Vamos, pois, ter esperança nas viagens que
havemos de fazer pelas cores adentro que as árvores, propositadamente, foram
abandonando em nossas mãos. E não deixaremos que tal esperança desapareça nas
águas quando elas baixarem e quase só alimentarem as valas de enxugo que vão
riscar a paisagem como esteiras de luz, anunciando, assim, o fim de todos os
invernos. Começam, então, os primeiros amanhos dos campos, com os animais e as
máquinas a lavrarem a terra e a água onde crescerão as espigas que iluminam o
nosso contentamento de hoje.
Vamos, sobretudo, fazer o elogio da
lavoura que permite ao corpo o sustento das mãos, espalhando, como adubo
natural, as boas recordações de ontem sobre todos os campos agora já arados,
para que as espigas cresçam mais depressa e o grão seja mais suculento.
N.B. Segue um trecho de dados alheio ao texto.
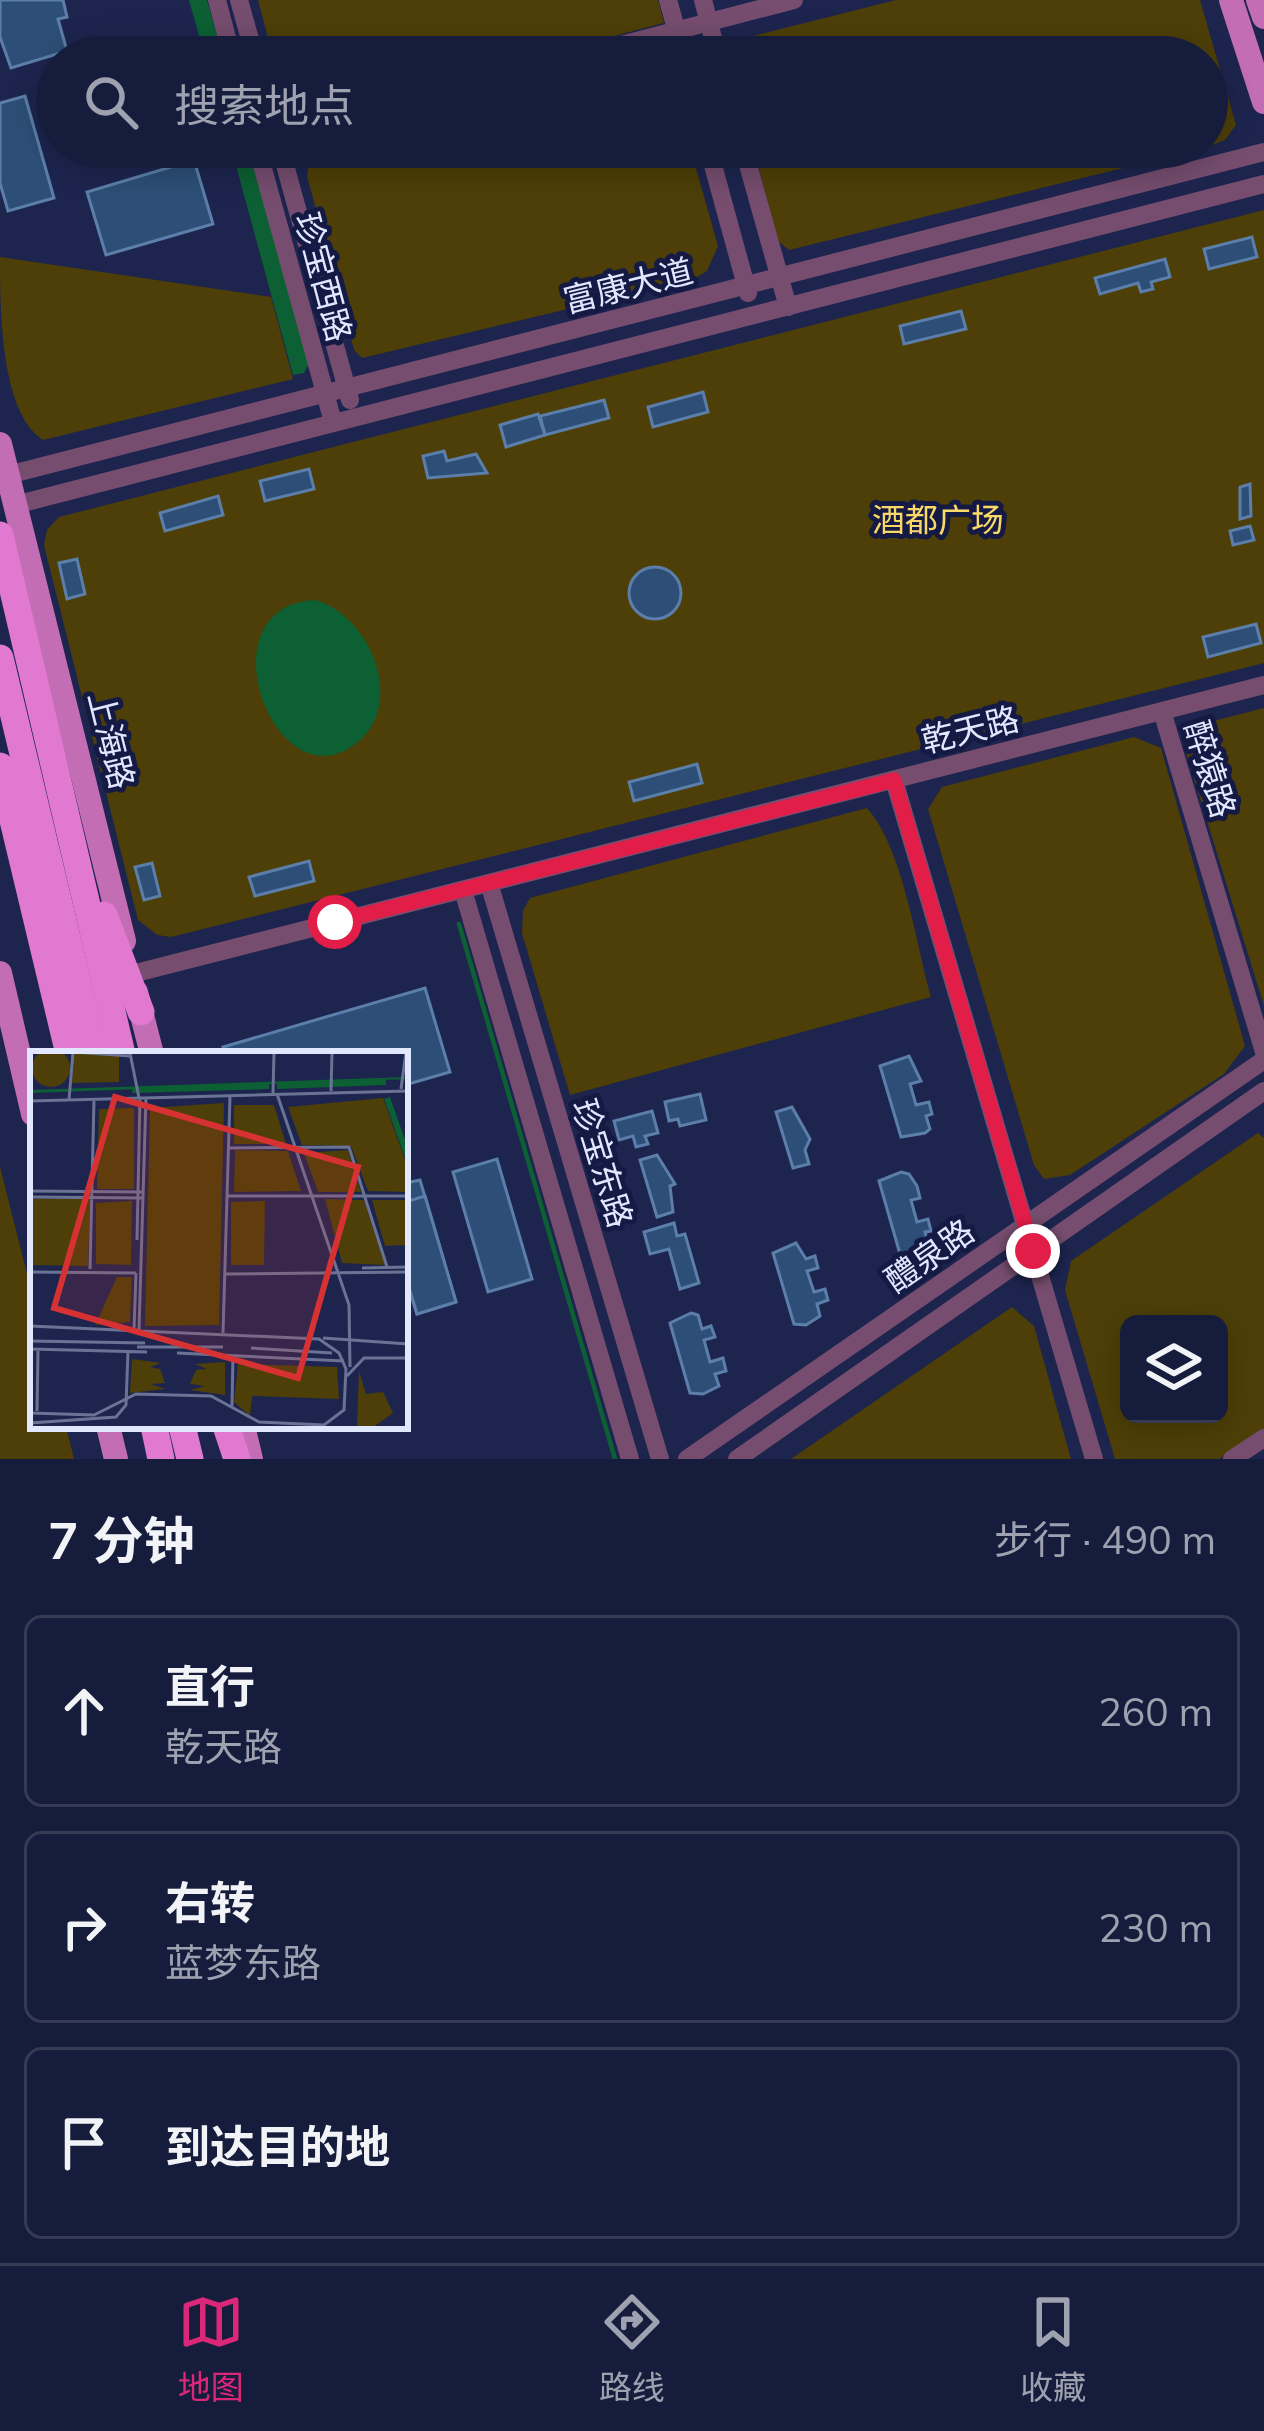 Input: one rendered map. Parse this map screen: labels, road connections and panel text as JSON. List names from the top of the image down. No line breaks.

Assim, a boca agradecerá a festa e o esforço.
Augusto Mota, texto 87 de «A Geografia do Prazer», 1999
A Geografia do Prazer
ESTÁTICO ÊXTASE
Saborear o perfume de uma
líchia é como deixar as mãos navegar à sombra das
pétalas de todas as rosas que já enfeitaram a esperança dos dias, quando as
estações do ano se contavam pela germinação das sementes e pelos frutos que,
ansiosamente, guardávamos nos olhos. Mas descascar minuciosamente a casca
coriácea de uma líchia, sem ferir a sua polpa sumarenta, é como abandonar a
boca ao prazer de todos os frutos exóticos que se escondem, ávidos, atrás das
finas roupagens da memória.
A noite é pródiga em tal caminhar pelos
saborosos segredos da botânica, mesmo quando a azáfama dos dias nos afasta do
mercado de todas as secretas e sensatas sensações. Assim penamos, extáticos,
entre as gratas recordações das mãos e o sabor daquela memória que guardamos
tão ciosamente como se fosse a secreta receita de um sofisticado licor. Por
isso a boca antecipa o que os olhos, gulosos, já não conseguem disfarçar ao ver
chegar de longe, pé ante pé, os sábios requintes da madrugada. Neles
descansamos o corpo exausto. Neles adivinhamos a repetição dos dias. E neles
semeamos, a esmo, erva-cabecinha, ou perpétua-das-areias, para que as suas flores animem, com um aroma de culinária
exótica, o que ainda resta do sabor das tardes quentes, ou para, com elas bem
secas, enchermos as almofadas que nos amparam o sono dorido e os sonhos
vigilantes.
É estático este êxtase que adormece o
silêncio e a noite, como se a Glória de uma missa-cantilena acabasse, agora mesmo,
de percorrer a nave de uma catedral gótica
e deixasse as mãos perdidas ante a imponência das colunas e a hesitação
dos olhos que, temerosos, vagueiam pelo transepto em busca do infinito de nós.
Augusto Mota, texto 86 de «A Geografia do Prazer», 1999
- Exaltação do corpo em viagem pelos continentes da memória
A Geografia do Prazer
SAXOFÍNIA
Os sons de um saxofone são quentes e
dolentes como as noites de Verão nos subúrbios das grandes cidades, num filme a
preto e branco. Mesmo que ouçamos Haendel, Bach ou Piazzola, são as escadas exteriores de ferro dos bairros degradados que ilustram os lamentos,
os gritos e os ritos que nos chegam de um submundo encarcerado em territórios
escurecidos pelas violentas batalhas da sobrevivência.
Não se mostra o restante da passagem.